Extracted data entries
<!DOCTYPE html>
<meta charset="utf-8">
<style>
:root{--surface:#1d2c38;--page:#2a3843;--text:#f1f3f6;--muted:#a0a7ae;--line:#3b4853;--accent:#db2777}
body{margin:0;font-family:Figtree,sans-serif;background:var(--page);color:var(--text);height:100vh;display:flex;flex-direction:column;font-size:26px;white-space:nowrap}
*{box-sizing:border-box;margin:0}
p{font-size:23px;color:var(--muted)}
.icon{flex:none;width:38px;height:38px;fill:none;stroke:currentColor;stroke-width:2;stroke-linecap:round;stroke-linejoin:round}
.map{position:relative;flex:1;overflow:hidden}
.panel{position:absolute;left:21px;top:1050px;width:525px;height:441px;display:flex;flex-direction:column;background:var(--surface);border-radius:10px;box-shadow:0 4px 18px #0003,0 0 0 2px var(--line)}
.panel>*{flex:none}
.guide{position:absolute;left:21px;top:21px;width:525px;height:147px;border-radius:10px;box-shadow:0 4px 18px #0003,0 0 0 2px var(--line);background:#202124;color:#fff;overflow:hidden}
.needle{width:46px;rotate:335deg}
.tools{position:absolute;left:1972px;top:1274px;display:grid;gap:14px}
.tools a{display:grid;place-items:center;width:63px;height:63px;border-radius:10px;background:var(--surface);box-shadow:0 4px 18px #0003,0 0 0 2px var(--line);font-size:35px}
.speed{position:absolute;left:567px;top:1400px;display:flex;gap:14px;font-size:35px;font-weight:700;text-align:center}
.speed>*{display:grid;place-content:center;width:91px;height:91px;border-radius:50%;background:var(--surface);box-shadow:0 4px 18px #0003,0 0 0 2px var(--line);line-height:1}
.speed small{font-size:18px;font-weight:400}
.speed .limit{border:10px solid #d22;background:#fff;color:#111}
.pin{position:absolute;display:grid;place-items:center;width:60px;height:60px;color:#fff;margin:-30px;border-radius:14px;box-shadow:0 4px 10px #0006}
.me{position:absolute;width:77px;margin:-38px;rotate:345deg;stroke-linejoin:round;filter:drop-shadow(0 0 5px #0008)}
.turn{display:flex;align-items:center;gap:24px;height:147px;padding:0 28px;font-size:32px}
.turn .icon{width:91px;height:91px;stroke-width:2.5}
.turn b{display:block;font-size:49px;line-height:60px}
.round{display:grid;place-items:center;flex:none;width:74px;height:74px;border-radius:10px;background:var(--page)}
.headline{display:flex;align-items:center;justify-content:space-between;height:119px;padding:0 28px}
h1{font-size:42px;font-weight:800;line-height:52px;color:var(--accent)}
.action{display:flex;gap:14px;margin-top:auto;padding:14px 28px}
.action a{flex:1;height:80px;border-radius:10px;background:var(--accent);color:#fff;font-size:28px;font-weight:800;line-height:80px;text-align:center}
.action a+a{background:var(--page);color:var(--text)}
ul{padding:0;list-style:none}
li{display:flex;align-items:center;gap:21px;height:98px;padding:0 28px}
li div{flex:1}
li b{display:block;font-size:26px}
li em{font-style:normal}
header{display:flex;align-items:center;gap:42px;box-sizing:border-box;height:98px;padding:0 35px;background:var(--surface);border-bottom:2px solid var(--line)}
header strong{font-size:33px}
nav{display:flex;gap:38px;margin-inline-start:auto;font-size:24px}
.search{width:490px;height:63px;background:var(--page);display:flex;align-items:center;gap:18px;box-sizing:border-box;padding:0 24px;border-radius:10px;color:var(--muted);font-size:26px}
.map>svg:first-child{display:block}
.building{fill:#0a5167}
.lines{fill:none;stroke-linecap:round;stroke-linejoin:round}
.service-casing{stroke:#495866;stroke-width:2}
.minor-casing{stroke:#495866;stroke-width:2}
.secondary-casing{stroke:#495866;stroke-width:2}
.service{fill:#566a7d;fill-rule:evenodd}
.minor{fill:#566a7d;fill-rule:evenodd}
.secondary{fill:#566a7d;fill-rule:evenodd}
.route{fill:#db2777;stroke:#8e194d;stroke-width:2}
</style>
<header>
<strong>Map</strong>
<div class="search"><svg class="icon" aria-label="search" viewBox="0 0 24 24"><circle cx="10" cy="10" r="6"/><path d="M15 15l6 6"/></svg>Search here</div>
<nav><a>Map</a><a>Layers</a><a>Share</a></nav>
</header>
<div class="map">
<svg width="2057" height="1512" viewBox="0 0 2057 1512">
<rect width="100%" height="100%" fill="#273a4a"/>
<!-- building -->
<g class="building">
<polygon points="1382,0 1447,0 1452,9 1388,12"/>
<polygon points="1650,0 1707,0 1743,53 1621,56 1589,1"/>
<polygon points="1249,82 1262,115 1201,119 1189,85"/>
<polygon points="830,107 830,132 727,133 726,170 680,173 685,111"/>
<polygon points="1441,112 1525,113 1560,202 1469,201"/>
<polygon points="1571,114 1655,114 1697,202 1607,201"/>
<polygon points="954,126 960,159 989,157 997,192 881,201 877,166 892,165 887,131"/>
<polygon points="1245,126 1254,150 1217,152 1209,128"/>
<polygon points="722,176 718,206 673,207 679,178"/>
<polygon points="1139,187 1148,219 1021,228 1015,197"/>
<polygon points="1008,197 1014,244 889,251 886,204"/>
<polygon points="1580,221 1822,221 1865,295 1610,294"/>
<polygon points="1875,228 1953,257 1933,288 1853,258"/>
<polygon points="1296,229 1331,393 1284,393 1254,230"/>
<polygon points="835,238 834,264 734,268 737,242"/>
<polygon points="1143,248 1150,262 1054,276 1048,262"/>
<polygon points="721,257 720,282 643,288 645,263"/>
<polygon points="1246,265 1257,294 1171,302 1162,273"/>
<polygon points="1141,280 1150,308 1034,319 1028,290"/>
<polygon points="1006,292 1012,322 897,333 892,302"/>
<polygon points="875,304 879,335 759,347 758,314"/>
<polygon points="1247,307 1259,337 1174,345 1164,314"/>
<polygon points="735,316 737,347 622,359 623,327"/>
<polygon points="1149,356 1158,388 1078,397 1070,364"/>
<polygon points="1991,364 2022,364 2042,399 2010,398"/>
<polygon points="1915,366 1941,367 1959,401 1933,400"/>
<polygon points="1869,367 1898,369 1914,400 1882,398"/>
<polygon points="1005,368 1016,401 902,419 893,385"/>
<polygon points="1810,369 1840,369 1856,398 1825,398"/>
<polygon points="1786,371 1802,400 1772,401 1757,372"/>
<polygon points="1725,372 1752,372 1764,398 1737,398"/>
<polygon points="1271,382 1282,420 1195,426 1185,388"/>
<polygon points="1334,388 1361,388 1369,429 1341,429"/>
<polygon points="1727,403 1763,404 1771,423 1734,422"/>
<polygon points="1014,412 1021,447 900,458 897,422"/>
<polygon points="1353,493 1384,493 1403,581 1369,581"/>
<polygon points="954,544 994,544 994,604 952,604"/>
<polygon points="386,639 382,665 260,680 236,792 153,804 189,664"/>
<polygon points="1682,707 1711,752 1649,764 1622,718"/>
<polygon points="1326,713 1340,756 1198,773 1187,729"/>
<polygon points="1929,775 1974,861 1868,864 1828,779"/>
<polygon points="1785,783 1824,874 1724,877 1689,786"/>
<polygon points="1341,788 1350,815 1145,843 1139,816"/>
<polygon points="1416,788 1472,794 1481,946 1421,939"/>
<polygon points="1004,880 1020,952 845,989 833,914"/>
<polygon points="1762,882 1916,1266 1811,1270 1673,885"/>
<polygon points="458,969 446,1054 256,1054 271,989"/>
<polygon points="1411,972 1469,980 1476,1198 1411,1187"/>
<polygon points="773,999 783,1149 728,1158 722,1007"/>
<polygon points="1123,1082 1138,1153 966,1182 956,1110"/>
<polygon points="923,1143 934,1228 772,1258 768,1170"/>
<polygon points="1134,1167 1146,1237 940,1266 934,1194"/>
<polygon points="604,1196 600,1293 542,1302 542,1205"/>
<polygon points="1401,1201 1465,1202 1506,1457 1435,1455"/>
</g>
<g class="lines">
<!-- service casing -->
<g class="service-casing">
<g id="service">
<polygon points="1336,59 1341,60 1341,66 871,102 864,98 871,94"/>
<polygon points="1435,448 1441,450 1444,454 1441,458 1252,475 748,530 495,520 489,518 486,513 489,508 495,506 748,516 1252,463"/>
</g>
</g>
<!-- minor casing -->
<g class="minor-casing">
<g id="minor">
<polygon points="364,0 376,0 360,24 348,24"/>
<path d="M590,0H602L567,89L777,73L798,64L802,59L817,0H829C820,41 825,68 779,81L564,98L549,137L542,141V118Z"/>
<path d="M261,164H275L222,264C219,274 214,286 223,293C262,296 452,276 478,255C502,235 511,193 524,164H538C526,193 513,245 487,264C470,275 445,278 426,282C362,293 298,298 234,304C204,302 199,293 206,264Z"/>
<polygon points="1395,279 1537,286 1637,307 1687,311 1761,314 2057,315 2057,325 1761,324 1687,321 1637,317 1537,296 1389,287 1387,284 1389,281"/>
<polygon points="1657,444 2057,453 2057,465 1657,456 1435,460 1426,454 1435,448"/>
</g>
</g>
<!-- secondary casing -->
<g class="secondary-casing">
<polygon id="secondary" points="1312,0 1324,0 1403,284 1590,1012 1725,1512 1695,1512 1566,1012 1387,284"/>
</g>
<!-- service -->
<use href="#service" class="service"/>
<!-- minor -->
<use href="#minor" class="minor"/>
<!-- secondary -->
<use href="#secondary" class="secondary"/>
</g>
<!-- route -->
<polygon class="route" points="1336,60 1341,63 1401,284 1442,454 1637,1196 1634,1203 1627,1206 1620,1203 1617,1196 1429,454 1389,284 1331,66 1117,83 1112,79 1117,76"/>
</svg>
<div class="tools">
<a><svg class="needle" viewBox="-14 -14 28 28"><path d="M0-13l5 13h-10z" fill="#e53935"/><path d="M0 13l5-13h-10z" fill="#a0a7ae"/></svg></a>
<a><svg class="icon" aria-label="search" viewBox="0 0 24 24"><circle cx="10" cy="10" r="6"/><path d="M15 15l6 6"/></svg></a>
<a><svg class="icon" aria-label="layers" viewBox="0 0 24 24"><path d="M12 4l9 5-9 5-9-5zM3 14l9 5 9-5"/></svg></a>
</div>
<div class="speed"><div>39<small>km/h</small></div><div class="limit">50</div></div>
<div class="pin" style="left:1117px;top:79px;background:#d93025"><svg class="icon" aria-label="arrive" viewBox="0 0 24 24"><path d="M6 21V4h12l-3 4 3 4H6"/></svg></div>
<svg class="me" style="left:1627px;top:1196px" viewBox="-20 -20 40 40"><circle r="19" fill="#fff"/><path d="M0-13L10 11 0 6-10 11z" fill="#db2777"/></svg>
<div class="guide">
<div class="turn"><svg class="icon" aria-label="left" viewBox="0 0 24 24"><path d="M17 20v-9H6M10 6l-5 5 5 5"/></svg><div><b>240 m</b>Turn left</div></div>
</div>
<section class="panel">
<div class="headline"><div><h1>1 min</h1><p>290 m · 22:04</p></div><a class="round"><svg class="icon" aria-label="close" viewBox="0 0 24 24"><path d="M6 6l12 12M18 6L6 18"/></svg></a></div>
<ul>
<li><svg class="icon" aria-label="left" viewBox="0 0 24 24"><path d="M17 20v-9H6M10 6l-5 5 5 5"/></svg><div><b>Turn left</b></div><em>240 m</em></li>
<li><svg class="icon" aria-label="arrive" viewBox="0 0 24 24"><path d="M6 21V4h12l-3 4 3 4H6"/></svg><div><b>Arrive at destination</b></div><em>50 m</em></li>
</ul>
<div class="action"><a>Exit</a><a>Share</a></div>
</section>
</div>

What the task requires: Within the records above, each line containing "strong" is to be returned.

Response:
header strong{font-size:33px}
<strong>Map</strong>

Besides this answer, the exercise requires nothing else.